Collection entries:

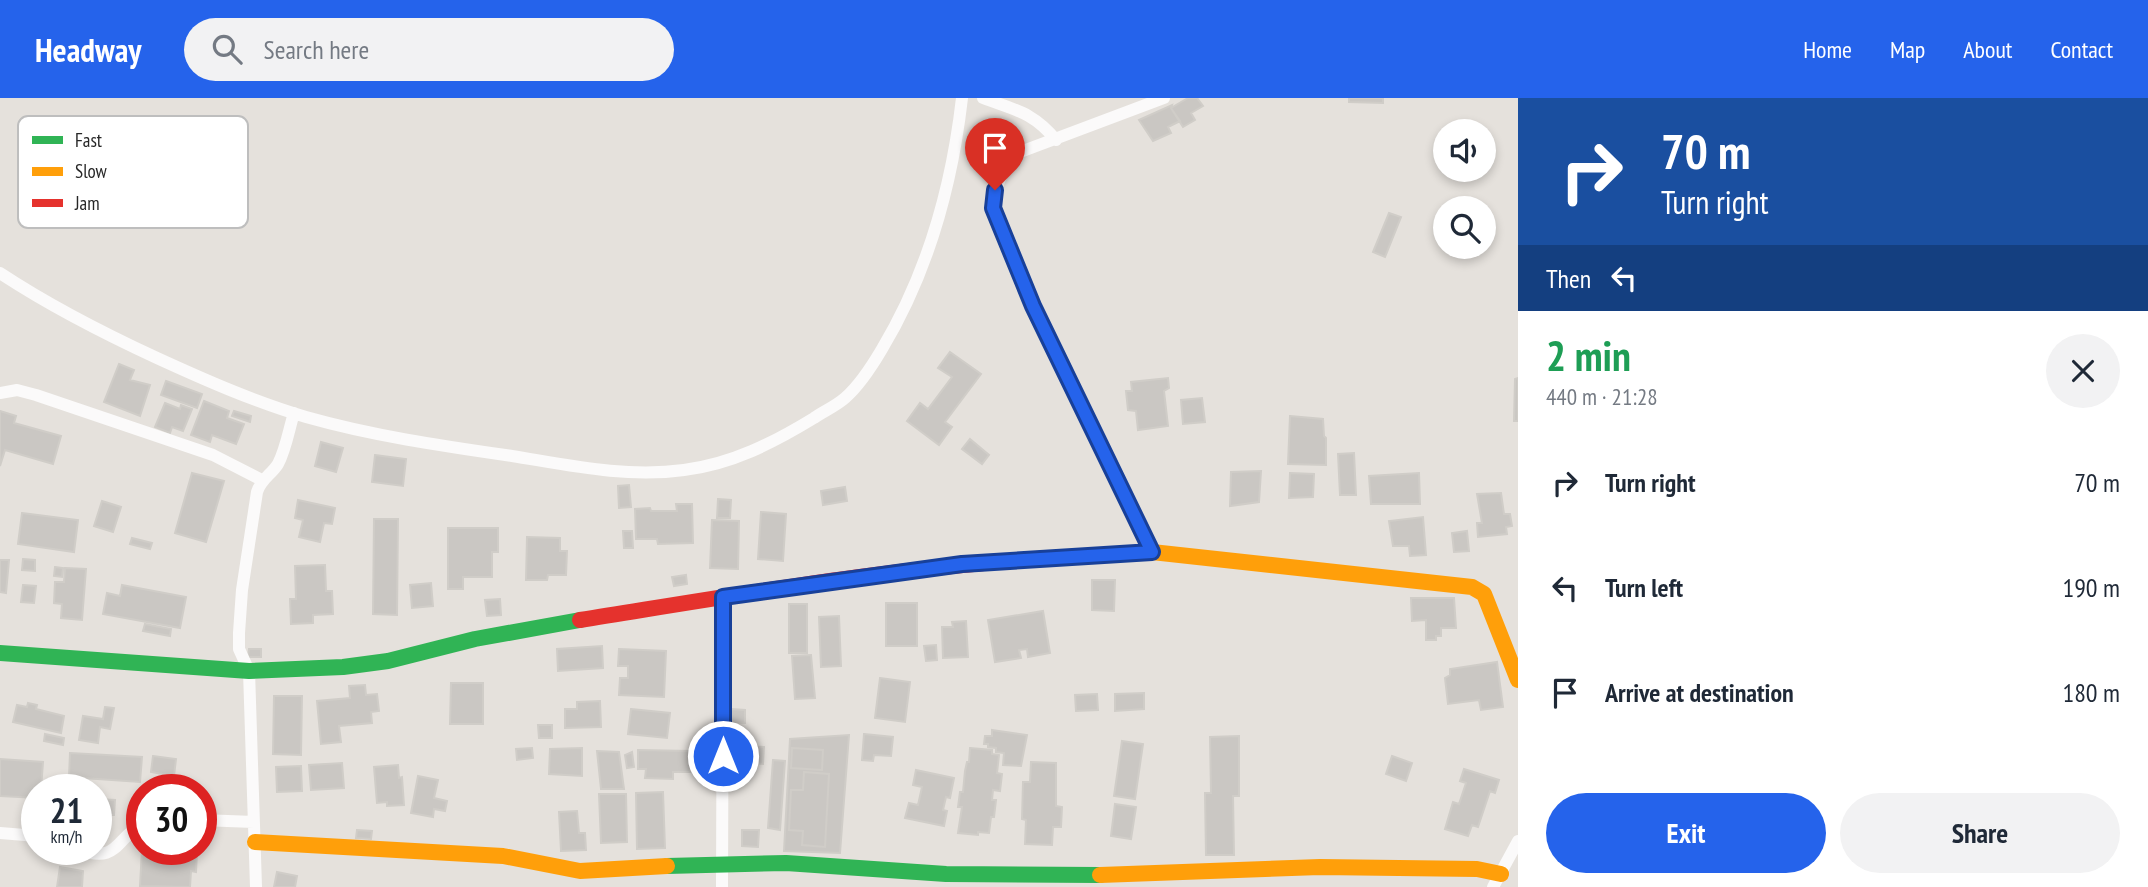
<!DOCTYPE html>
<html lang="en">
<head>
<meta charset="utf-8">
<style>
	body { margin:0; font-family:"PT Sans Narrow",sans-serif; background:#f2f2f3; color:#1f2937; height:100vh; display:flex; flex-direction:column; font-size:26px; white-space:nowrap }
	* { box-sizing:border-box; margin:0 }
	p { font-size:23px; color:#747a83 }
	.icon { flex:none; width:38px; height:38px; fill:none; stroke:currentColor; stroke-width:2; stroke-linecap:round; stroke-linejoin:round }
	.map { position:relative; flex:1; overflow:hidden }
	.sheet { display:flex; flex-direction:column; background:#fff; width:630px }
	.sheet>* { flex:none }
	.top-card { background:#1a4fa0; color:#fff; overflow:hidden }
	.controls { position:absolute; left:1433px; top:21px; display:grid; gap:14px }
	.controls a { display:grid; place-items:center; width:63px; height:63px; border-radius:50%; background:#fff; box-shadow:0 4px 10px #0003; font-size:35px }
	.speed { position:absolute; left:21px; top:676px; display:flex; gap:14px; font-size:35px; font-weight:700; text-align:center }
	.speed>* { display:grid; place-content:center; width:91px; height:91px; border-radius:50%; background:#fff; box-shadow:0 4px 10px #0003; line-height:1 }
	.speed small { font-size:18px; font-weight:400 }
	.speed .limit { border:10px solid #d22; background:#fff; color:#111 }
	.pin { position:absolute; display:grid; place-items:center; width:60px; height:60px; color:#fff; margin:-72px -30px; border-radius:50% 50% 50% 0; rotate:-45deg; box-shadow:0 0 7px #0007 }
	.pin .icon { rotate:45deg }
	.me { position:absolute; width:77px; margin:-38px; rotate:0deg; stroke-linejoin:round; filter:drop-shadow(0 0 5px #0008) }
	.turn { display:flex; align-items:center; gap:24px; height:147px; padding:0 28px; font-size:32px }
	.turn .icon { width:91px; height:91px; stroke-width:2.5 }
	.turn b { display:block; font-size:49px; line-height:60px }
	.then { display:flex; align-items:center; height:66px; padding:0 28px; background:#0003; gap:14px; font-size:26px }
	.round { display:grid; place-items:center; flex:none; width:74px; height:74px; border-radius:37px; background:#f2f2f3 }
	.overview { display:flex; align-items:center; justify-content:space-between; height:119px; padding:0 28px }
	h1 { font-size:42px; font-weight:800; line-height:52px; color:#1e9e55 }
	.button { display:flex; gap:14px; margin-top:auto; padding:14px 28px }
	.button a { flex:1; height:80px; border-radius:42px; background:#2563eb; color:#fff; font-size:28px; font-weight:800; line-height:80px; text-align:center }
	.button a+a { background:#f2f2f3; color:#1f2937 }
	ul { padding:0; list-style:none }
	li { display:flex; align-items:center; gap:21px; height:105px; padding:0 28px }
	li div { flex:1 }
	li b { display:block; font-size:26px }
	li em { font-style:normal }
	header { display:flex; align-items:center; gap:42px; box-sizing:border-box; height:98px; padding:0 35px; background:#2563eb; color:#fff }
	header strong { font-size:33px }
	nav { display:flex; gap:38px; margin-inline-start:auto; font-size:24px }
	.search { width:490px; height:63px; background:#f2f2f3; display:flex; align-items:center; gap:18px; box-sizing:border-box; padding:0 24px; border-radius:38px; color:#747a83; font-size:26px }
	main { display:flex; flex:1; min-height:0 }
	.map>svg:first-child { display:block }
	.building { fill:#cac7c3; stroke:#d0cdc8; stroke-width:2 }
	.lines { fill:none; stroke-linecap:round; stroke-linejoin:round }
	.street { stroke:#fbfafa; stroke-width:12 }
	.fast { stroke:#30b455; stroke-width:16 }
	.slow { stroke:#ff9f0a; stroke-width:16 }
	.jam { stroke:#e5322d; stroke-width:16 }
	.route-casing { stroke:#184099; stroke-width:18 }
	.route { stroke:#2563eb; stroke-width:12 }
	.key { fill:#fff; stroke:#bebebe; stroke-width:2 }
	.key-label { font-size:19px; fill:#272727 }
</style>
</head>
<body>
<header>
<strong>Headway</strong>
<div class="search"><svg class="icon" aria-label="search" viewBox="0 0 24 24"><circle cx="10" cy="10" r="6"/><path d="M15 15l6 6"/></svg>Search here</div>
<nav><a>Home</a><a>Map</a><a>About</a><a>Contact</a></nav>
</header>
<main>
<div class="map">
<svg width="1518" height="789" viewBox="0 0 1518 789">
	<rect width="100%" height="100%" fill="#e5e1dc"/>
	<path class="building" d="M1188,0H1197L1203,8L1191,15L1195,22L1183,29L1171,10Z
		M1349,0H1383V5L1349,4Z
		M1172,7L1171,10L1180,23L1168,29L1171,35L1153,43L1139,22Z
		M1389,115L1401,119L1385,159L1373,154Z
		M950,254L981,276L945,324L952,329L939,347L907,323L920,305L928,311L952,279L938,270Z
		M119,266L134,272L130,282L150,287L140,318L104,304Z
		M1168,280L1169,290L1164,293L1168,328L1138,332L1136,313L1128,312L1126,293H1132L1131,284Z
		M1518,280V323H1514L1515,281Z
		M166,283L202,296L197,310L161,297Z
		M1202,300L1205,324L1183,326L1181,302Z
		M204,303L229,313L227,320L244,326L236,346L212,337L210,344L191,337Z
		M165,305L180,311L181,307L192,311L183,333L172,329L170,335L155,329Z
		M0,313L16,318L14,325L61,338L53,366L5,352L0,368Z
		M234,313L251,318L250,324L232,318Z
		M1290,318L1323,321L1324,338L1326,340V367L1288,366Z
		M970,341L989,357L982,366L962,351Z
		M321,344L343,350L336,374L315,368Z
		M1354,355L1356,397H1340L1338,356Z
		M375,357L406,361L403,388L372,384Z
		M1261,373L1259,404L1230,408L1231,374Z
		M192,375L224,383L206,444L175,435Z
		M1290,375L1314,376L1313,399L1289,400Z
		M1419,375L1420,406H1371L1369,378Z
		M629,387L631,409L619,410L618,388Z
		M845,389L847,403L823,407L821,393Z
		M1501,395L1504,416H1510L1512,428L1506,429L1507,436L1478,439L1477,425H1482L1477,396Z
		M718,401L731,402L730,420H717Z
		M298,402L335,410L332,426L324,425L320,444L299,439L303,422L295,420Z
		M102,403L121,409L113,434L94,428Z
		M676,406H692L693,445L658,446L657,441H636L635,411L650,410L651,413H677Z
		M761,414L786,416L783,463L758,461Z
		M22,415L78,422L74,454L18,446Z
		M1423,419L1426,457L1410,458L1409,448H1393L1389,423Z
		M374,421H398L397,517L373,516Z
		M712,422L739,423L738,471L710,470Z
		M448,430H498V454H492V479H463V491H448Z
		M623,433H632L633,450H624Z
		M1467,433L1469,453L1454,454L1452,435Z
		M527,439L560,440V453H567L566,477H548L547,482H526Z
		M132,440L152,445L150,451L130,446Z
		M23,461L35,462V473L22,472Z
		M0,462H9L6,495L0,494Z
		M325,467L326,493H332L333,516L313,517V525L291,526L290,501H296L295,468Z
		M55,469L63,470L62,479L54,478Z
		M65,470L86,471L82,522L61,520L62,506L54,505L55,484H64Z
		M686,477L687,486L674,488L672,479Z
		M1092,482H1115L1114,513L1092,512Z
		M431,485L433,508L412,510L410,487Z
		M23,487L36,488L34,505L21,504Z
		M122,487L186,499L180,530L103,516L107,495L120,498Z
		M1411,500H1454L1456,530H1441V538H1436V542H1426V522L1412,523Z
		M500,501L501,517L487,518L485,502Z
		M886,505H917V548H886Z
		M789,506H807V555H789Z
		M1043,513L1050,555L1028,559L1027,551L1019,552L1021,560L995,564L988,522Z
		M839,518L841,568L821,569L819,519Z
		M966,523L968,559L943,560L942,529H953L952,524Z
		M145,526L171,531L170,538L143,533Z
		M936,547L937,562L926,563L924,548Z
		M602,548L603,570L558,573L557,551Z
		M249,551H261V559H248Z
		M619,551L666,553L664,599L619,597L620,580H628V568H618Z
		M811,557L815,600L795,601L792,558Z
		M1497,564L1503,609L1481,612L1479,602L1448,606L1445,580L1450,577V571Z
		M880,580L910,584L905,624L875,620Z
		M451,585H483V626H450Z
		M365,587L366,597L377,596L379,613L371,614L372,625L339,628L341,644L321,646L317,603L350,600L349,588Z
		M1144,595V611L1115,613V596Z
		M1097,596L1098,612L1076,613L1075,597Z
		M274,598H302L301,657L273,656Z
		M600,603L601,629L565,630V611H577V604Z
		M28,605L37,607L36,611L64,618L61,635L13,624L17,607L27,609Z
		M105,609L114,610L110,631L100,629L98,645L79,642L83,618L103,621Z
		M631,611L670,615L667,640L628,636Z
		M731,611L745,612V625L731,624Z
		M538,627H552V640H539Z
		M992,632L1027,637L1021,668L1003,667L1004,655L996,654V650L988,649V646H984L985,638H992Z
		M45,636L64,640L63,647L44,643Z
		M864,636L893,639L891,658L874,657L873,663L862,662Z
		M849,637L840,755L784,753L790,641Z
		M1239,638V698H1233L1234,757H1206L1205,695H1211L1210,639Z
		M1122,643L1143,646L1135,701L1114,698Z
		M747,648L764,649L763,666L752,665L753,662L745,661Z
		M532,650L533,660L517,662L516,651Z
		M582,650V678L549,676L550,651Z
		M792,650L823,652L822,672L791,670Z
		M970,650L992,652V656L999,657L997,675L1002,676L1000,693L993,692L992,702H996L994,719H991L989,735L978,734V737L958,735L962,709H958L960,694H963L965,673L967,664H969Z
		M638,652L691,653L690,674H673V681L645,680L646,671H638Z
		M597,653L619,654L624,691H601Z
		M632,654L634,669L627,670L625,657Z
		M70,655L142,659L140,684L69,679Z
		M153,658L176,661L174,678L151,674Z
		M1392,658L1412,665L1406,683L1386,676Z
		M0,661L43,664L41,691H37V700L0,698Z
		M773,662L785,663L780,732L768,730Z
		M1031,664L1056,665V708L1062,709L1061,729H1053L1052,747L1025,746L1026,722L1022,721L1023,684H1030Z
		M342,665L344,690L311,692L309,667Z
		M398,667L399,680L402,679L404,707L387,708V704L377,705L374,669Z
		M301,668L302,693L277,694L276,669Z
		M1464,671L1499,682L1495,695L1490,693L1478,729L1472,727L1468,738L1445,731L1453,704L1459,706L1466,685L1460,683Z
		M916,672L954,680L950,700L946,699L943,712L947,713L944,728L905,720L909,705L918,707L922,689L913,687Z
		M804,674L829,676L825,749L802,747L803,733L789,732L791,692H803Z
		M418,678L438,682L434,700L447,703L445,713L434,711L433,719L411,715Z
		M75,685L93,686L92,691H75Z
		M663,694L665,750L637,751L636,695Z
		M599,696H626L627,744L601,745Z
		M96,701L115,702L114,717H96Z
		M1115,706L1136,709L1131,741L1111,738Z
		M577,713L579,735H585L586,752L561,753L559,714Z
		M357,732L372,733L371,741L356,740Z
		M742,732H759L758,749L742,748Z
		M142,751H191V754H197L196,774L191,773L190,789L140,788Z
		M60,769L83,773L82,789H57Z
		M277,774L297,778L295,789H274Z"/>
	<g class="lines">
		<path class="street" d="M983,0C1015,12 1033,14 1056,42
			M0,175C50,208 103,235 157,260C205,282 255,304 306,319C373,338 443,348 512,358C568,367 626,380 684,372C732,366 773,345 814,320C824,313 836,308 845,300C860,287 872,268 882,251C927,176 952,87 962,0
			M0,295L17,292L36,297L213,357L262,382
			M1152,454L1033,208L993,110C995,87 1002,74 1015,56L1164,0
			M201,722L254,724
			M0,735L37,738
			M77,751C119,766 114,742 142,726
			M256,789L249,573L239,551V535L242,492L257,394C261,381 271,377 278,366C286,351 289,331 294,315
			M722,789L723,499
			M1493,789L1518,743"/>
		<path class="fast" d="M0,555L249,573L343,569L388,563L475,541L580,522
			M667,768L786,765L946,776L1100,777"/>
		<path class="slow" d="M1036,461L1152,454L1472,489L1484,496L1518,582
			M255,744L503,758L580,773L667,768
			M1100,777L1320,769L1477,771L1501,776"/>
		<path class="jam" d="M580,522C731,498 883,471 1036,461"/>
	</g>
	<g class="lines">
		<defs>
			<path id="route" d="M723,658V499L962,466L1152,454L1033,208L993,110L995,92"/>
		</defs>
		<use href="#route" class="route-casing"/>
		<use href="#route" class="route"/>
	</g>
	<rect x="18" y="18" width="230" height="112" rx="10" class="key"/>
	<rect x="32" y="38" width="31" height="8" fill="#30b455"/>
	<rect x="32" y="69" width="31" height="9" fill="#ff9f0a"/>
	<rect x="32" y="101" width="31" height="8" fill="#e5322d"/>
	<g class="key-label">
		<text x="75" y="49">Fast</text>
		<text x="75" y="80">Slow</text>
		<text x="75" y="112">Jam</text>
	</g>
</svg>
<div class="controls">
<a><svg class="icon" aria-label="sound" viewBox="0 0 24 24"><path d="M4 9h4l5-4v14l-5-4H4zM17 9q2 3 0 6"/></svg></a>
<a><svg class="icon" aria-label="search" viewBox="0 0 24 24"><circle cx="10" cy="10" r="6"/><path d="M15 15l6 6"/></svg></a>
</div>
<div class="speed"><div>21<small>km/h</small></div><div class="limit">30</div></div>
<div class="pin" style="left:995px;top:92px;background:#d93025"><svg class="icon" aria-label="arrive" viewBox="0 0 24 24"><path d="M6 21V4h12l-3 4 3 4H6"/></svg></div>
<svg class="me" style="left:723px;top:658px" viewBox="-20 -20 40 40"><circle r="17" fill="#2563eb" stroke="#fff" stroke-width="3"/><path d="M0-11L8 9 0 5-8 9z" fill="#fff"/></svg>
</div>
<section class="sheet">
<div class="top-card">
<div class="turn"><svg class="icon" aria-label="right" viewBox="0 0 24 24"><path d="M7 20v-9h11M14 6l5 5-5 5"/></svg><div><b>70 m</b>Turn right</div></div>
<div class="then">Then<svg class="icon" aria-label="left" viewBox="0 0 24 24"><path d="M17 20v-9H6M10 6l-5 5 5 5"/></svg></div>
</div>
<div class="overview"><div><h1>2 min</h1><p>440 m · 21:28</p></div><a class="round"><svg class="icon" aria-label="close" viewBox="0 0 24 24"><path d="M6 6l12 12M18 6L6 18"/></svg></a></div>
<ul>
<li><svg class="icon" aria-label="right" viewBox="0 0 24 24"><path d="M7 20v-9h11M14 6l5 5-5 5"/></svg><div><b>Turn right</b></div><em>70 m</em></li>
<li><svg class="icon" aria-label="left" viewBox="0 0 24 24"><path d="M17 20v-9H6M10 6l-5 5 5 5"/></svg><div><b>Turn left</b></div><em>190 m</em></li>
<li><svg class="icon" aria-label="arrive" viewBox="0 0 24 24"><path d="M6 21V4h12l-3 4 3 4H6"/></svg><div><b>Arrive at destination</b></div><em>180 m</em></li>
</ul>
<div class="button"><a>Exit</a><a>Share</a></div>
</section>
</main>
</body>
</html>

==

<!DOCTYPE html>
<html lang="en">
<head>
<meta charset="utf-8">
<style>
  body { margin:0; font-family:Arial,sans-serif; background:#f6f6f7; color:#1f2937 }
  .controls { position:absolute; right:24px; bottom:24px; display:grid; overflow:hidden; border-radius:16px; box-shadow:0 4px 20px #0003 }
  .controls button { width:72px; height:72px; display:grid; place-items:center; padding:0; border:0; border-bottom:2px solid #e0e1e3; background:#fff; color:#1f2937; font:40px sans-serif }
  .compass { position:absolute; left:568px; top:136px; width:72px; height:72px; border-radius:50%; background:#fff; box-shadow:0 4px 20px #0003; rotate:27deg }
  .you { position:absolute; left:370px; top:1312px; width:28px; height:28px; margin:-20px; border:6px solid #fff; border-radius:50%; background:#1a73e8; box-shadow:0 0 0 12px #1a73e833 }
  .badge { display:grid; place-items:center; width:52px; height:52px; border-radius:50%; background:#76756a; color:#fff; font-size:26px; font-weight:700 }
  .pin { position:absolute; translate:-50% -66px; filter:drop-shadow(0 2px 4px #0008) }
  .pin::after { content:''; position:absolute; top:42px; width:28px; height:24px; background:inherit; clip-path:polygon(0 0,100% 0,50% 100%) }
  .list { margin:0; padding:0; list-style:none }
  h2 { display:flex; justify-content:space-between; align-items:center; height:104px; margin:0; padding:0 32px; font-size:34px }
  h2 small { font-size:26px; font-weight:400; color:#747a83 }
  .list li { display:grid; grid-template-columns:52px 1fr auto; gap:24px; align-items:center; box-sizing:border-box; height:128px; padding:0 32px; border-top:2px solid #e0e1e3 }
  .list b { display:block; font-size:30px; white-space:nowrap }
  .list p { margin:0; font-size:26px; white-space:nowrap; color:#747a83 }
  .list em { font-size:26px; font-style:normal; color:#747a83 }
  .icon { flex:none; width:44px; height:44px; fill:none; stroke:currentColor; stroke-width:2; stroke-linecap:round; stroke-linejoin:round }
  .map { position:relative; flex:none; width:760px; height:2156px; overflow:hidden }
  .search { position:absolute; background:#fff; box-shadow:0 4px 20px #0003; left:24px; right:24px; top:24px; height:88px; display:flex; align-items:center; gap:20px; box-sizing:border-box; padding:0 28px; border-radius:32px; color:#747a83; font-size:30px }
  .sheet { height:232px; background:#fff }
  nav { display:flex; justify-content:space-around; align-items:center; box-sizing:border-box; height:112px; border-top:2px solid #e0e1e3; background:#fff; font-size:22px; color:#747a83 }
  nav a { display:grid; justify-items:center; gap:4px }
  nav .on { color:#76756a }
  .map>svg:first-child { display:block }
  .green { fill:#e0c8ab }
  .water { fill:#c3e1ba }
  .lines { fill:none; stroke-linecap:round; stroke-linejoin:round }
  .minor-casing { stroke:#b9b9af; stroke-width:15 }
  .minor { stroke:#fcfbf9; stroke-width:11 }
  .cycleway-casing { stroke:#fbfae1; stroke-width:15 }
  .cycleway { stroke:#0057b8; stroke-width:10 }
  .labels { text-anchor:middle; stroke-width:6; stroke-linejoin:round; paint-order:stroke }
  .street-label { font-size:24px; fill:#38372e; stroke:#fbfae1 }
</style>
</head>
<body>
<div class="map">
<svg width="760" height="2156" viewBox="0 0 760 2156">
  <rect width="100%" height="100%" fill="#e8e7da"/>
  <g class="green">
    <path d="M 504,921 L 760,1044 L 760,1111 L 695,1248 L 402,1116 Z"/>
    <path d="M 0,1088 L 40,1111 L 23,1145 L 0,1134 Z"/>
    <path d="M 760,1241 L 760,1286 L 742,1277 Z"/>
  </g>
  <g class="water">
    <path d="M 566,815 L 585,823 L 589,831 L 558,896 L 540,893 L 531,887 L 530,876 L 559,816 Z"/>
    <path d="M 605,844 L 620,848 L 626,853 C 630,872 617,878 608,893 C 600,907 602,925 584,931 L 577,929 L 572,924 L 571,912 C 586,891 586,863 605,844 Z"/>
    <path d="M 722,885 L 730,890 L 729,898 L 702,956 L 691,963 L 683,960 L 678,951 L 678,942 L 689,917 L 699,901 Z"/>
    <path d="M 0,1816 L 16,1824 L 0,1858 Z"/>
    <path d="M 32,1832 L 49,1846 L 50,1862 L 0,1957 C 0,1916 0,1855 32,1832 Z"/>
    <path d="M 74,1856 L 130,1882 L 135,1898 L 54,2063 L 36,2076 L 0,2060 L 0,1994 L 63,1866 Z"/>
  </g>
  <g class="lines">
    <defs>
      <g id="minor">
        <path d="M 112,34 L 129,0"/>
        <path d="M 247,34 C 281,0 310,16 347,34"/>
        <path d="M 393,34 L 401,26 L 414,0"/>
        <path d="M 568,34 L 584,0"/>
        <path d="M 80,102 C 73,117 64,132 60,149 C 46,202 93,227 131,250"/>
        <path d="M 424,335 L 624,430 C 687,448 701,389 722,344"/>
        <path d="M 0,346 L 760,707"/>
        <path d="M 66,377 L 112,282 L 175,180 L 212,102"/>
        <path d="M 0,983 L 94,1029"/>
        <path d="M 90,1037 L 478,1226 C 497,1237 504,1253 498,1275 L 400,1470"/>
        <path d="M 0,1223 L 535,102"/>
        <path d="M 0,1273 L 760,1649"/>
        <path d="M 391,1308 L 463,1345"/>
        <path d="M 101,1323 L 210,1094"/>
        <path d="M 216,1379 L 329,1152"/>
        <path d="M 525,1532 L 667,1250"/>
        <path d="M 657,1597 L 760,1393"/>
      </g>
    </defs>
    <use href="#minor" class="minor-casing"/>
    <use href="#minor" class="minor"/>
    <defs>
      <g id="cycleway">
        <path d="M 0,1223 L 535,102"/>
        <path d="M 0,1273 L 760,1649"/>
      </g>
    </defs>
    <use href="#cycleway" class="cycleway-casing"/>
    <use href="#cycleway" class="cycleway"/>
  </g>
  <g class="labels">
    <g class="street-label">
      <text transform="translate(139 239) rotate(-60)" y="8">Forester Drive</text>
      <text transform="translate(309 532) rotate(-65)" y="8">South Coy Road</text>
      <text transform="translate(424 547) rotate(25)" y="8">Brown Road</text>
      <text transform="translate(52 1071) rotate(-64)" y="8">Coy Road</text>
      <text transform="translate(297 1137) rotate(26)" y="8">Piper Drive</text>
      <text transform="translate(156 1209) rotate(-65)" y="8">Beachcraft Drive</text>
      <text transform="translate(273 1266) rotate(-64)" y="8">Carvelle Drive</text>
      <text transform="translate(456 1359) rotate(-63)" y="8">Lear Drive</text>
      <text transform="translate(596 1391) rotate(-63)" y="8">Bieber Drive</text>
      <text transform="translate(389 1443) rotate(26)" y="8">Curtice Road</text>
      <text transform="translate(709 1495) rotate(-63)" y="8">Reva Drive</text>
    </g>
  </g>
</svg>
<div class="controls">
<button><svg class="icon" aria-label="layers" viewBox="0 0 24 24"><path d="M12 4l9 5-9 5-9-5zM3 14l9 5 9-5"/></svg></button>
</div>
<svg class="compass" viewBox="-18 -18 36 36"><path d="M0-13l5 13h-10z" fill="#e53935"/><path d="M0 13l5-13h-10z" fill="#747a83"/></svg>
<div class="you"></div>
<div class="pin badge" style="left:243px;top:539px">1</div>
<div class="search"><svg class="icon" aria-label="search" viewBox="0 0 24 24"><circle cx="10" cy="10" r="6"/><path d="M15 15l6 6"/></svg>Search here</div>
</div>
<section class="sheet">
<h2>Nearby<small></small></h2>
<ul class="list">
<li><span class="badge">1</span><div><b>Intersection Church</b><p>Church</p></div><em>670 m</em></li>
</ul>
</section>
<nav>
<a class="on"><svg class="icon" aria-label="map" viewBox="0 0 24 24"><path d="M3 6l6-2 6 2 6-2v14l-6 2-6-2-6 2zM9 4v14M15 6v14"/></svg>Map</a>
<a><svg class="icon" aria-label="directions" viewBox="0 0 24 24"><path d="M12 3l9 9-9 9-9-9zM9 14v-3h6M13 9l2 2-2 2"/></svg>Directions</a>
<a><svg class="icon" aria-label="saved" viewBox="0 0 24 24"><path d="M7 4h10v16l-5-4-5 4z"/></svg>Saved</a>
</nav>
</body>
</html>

What the exercise asks
List the lines of the entries that include "drop".

Output
	.me { position:absolute; width:77px; margin:-38px; rotate:0deg; stroke-linejoin:round; filter:drop-shadow(0 0 5px #0008) }
  .pin { position:absolute; translate:-50% -66px; filter:drop-shadow(0 2px 4px #0008) }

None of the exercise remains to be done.